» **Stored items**
Start of Block
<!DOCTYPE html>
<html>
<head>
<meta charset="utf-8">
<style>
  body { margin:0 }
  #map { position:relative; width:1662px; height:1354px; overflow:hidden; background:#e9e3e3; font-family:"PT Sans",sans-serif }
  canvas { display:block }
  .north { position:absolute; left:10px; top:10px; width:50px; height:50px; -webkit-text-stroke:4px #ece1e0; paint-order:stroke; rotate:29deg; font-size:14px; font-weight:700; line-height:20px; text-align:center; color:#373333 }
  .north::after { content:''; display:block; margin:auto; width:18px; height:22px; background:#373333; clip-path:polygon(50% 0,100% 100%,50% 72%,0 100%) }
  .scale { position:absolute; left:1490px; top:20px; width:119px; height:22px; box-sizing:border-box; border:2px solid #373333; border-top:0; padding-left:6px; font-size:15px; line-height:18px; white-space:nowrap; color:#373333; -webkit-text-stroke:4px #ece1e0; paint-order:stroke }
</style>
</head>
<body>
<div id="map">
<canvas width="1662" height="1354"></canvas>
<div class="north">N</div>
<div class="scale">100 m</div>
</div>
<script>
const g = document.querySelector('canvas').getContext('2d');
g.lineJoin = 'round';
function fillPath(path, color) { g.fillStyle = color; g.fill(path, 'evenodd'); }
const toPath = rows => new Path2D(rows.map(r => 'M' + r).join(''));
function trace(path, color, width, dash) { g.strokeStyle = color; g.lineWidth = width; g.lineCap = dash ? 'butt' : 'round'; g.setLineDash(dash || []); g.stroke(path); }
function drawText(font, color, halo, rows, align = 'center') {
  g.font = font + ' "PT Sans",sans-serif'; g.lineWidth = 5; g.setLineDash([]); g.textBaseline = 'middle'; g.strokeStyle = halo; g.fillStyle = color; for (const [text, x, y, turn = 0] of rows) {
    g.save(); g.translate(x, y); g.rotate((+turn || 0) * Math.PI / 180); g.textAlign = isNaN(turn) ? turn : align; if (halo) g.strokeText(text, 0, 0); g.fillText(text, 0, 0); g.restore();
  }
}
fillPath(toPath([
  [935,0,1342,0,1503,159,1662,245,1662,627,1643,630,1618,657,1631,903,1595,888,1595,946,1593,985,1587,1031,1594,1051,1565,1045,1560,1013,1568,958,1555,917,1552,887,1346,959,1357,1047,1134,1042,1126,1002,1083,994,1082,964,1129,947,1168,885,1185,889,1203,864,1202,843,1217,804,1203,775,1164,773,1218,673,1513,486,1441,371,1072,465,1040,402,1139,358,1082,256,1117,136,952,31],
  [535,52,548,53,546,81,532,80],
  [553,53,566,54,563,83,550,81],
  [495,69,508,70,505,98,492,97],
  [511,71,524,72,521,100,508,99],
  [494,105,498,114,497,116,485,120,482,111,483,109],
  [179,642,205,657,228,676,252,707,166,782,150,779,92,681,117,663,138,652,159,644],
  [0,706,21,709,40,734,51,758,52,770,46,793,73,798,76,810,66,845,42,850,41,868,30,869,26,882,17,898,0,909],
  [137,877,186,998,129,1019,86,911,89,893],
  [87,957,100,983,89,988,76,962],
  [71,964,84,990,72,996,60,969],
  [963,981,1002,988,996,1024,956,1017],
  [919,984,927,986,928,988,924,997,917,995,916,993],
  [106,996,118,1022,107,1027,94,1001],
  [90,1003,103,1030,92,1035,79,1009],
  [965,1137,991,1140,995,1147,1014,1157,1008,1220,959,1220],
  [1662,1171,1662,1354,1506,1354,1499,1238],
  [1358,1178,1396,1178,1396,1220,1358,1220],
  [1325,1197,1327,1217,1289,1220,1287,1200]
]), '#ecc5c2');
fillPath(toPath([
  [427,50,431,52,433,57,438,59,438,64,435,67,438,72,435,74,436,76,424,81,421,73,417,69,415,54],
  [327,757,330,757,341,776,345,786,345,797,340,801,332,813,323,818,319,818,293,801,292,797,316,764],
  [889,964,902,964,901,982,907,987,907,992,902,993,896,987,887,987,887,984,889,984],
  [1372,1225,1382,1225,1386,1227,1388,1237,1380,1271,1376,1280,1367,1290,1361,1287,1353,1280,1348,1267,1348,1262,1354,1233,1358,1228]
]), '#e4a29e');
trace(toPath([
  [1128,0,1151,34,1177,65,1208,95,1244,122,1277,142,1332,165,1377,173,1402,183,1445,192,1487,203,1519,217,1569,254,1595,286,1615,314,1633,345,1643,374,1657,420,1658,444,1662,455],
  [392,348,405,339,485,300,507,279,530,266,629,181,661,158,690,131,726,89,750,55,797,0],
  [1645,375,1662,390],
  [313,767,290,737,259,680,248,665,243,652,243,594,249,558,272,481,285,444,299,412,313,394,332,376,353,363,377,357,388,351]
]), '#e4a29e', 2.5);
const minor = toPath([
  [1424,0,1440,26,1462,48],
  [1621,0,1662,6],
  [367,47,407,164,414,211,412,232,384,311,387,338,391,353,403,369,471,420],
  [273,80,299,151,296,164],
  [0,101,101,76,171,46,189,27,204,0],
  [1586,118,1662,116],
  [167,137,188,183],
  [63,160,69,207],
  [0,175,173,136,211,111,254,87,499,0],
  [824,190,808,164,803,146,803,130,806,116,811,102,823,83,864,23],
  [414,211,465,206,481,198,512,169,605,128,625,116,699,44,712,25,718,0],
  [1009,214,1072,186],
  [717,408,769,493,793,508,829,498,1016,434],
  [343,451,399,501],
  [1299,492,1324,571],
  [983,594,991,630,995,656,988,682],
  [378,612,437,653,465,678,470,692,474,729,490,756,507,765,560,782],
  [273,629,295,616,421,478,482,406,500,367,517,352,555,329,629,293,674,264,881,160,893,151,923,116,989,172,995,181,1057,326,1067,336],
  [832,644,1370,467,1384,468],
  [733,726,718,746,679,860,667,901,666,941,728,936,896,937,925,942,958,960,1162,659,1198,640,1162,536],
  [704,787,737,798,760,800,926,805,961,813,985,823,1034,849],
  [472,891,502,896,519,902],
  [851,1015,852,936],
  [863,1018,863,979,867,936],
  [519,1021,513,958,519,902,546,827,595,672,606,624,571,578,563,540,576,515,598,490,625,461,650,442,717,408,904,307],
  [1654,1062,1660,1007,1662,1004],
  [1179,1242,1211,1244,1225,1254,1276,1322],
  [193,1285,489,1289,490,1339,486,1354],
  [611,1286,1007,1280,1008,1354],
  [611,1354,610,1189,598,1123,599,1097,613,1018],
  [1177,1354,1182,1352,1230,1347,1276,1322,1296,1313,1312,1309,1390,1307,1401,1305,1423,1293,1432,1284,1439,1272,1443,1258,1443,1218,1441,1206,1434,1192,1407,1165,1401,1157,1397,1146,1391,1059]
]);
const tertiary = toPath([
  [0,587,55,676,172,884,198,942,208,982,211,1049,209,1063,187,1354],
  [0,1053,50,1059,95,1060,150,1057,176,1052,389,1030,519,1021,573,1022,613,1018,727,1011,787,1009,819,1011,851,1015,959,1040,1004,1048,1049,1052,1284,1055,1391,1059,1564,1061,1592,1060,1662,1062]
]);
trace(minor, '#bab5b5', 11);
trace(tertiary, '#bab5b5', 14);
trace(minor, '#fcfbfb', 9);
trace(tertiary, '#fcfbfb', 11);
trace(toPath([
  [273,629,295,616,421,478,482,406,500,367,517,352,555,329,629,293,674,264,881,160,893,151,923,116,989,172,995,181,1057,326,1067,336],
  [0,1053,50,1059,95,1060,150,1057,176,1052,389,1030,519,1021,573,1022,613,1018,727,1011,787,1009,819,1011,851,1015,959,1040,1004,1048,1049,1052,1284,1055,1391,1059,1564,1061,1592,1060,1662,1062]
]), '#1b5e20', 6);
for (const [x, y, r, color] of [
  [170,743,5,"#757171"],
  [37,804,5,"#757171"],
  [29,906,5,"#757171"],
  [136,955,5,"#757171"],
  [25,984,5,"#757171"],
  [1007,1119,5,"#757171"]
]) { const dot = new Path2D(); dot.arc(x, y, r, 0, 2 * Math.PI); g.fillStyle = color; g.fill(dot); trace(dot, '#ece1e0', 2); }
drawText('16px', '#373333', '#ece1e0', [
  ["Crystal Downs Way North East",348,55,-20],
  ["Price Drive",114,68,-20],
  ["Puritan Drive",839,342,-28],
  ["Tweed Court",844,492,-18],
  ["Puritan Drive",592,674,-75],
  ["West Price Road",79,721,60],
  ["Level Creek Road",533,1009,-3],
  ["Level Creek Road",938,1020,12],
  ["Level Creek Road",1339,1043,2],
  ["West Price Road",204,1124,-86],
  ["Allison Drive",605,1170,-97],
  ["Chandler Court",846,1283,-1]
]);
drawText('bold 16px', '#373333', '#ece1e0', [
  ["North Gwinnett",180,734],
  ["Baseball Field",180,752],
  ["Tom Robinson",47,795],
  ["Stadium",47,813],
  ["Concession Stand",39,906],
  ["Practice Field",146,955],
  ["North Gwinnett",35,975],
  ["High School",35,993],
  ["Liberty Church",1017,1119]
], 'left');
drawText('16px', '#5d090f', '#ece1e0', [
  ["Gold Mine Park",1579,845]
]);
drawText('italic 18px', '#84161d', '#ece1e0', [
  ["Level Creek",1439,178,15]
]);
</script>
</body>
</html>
End of Block
» **Problem to solve**
Every line above that holds the string "canvas" should be returned.

» **Solved exercise**
  canvas { display:block }
<canvas width="1662" height="1354"></canvas>
const g = document.querySelector('canvas').getContext('2d');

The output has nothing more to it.